When I think of the holidays, I do not think of snow, warm blankets, and cocoa. Instead, I think of taking homemade eggnog and cinnamon coffee cake to the beach on Christmas morning. I think of reading Pride and Prejudice for the 20th time with our windows open rather than the fireplace going. I dream of making gingerbread houses on the back patio outdoors. Not once in my childhood did we turn on the heater due to the mountains of snow covering the yard.

As I moved around the world the past 8 years, I tried to recreate these holiday traditions. I took African tea and my travel book to Lake Victoria one Christmas. Another time I had mint tea and a copy of Brain Rules for Baby by John Medina on the Nile River.

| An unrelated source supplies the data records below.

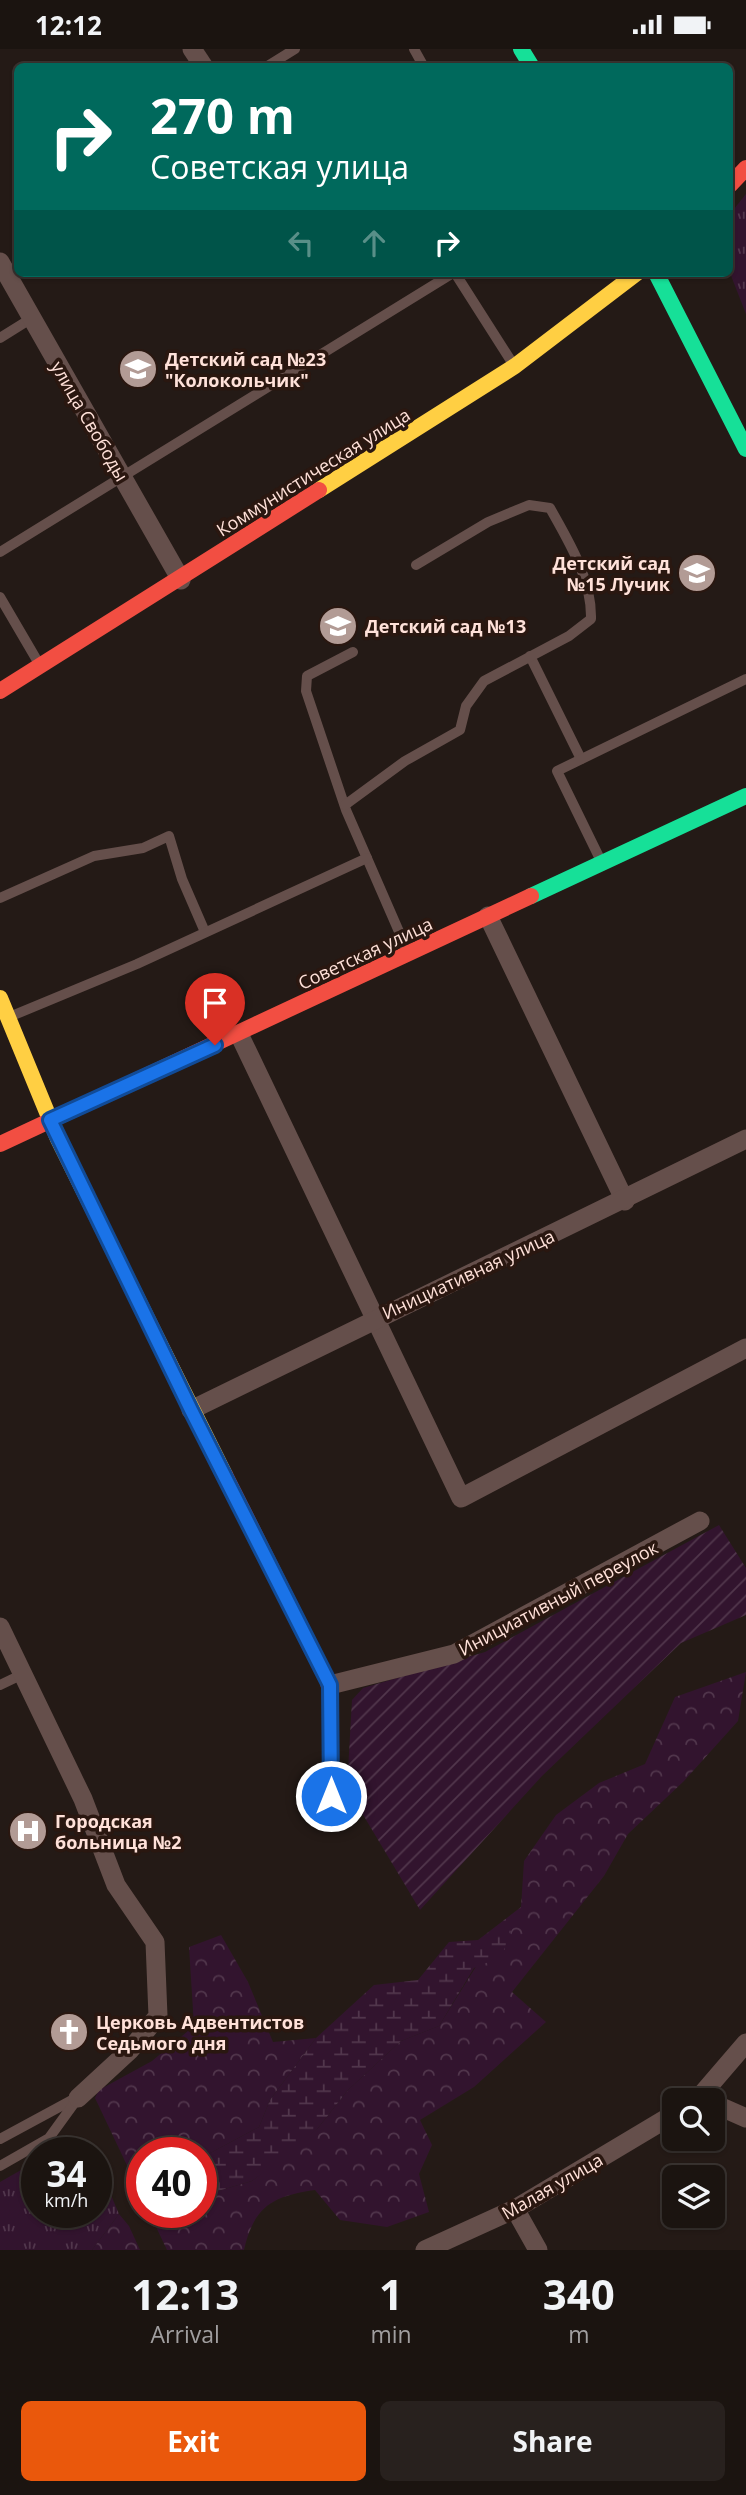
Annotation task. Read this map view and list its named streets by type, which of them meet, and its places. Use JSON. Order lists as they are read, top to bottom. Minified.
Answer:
{"streets":{"street":["улица Свободы","Коммунистическая улица","Советская улица","Инициативная улица","Инициативный переулок","Малая улица"]},"crossings":[["улица Свободы","Коммунистическая улица"]],"places":{"school or university":["Детский сад №23 \"Колокольчик\"","Детский сад №15 Лучик","Детский сад №13"],"hospital":["Городская больница №2"],"church":["Церковь Адвентистов Седьмого дня"]},"page":{"status":"12:12","turn":["270 m","Советская улица"],"speed":"34 km/h","limit":"40","eta":["12:13","Arrival","1","min","340","m"],"buttons":["Exit","Share"]}}
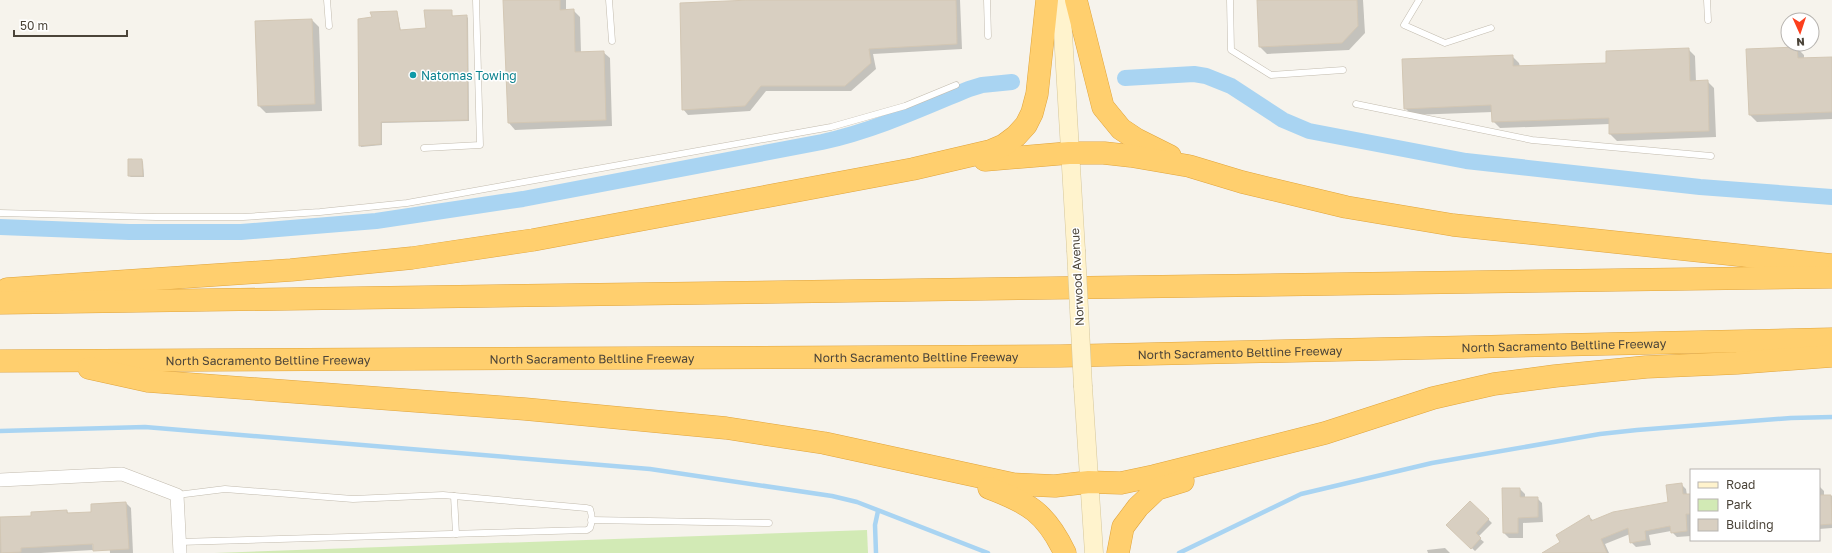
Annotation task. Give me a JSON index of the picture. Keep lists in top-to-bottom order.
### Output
{
  "streets": {
    "highway": ["North Sacramento Beltline Freeway"],
    "main road": ["Norwood Avenue"]
  },
  "places": ["Natomas Towing"],
  "legend": ["Road", "Park", "Building"],
  "scale_bar": "50 m",
  "north": "bottom"
}
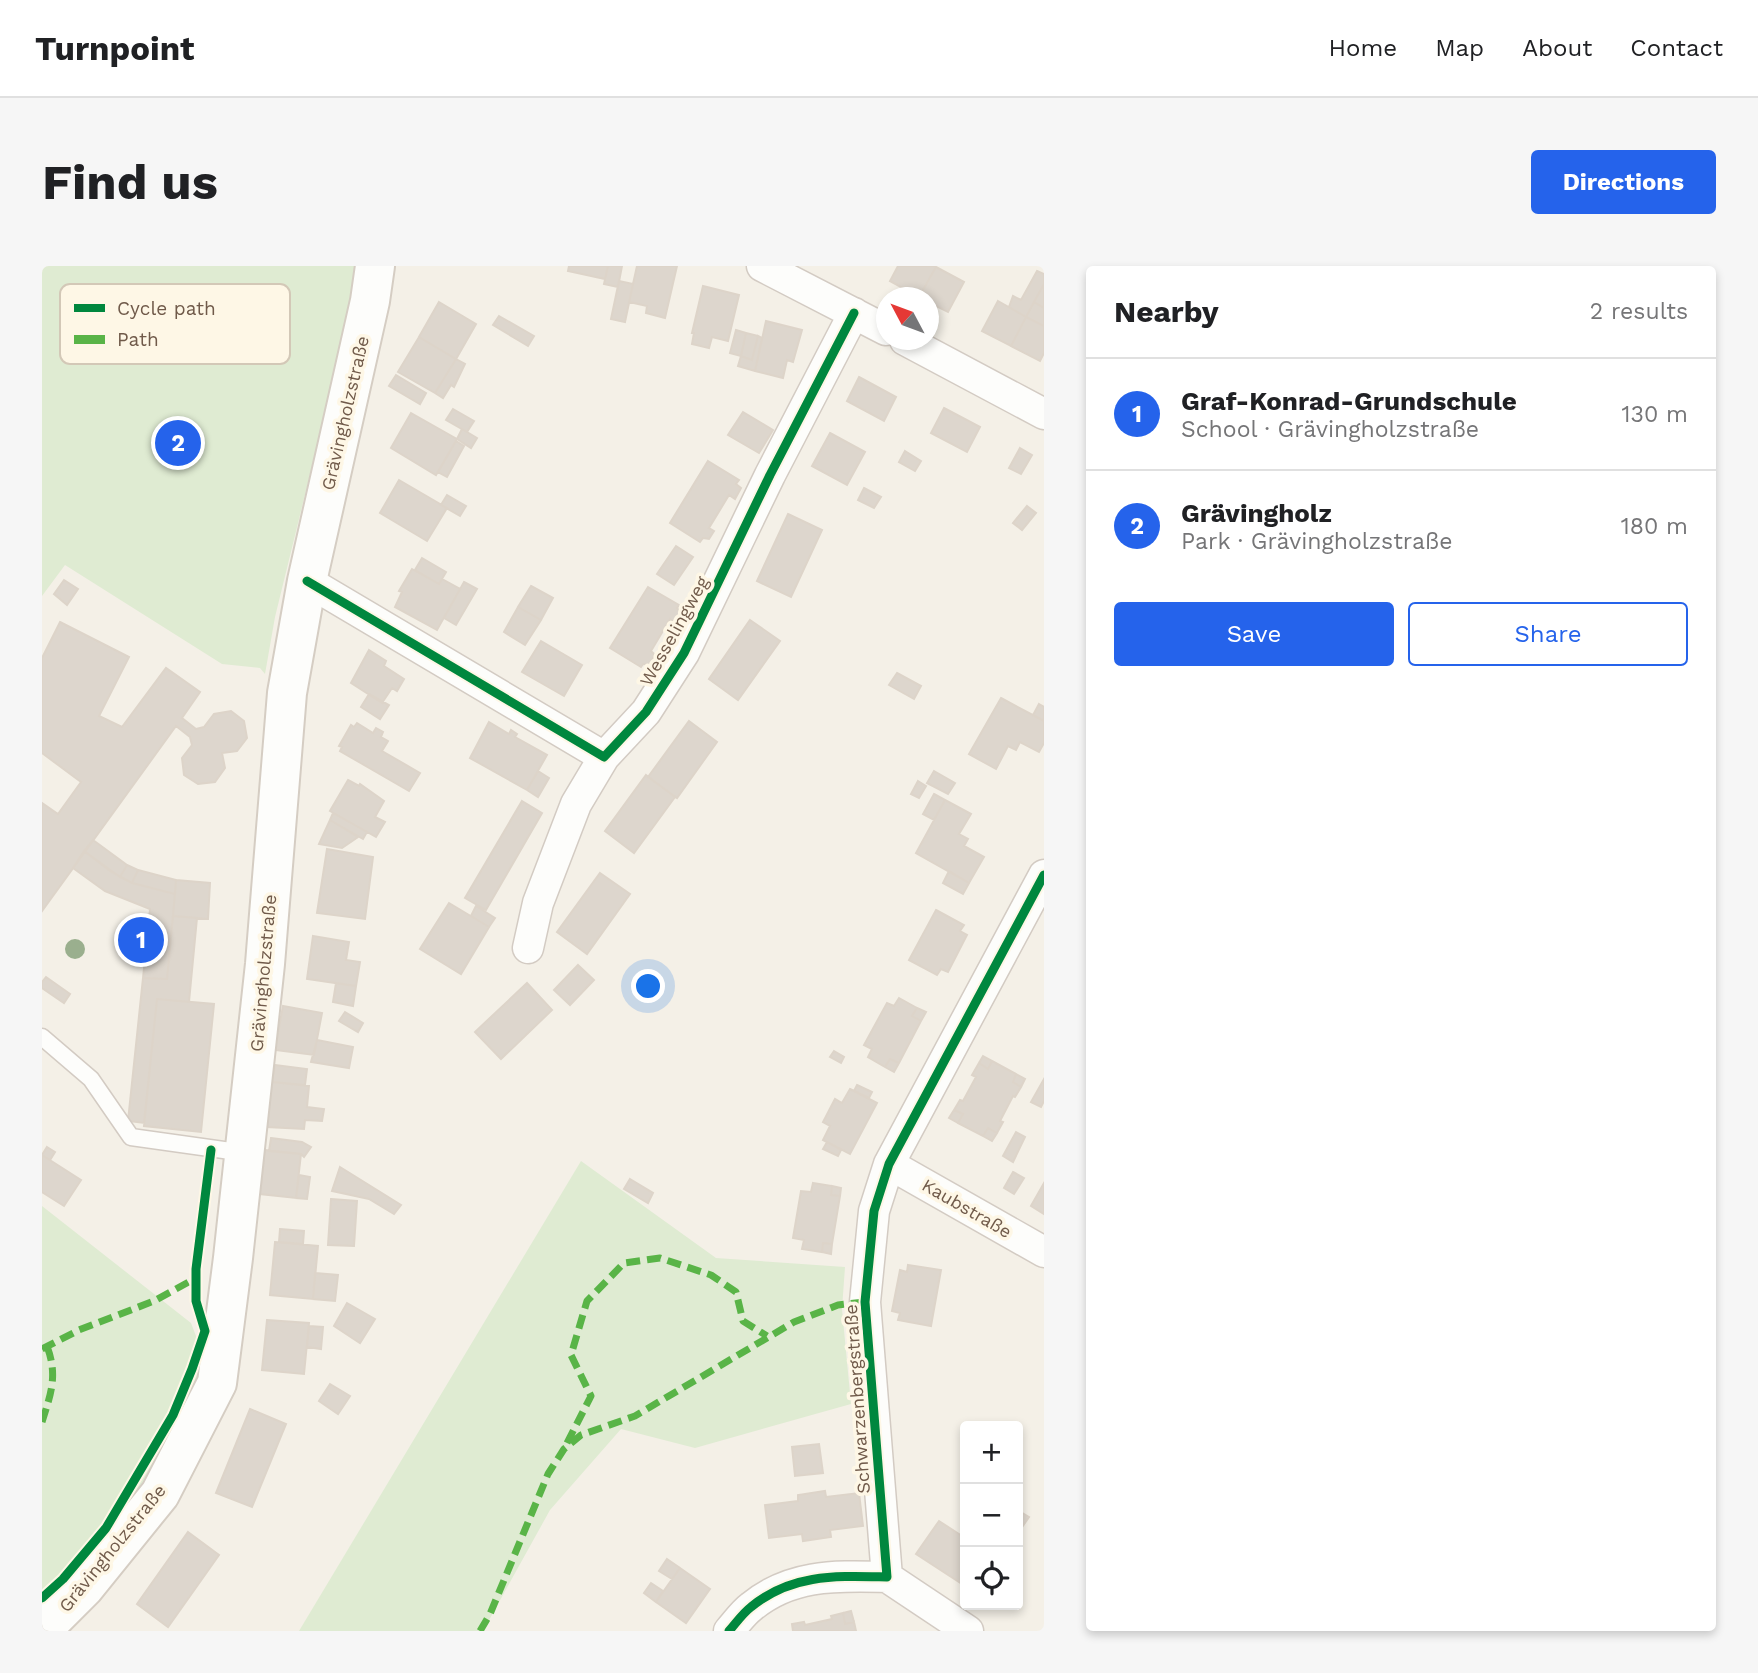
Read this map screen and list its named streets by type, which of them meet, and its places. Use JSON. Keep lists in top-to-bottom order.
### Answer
{
  "streets": {
    "main road": ["Grävingholzstraße"],
    "street": ["Wesselingweg", "Kaubstraße", "Schwarzenbergstraße"]
  },
  "crossings": [
    ["Kaubstraße", "Schwarzenbergstraße"]
  ],
  "legend": ["Cycle path", "Path"],
  "north": "top left",
  "page": {
    "header": "Turnpoint",
    "nav": [
      "Home",
      "Map",
      "About",
      "Contact"
    ],
    "buttons": [
      "Directions",
      ["Save", "Share"]
    ],
    "title": "Find us",
    "heading": ["Nearby", "2 results"],
    "list": [
      {
        "mark": "1",
        "name": "Graf-Konrad-Grundschule",
        "note": "School · Grävingholzstraße",
        "value": "130 m"
      },
      {
        "mark": "2",
        "name": "Grävingholz",
        "note": "Park · Grävingholzstraße",
        "value": "180 m"
      }
    ],
    "pins": ["2", "1"],
    "map_buttons": ["+", "−"]
  }
}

One Christmas, we came to Sicily from Northern Europe and even though it was only 50 degrees on the Mediterranean Sea, I sat on the beach with a light jacket and flip-flops determined to feel like I was “home”. We all go to great lengths to connect with our past, our family, and the things we love most.

Adopting a Travel Family

What I learned from being an ex-patriate for so many years is that I don’t necessarily NEED the beach or warm weather to feel at “home”. All I need is to have my family (whether real family or friends I have adopted as my family).  Together, we recreate traditions in simple ways.

I didn’t always have the books or ingredients I “needed” overseas. However, I learned new traditions from people all over the world. Some I adapted, or just simply added to my own traditions list because they were amazing. The end goal is the same; to pass down traditions to my children just as they were passed onto me.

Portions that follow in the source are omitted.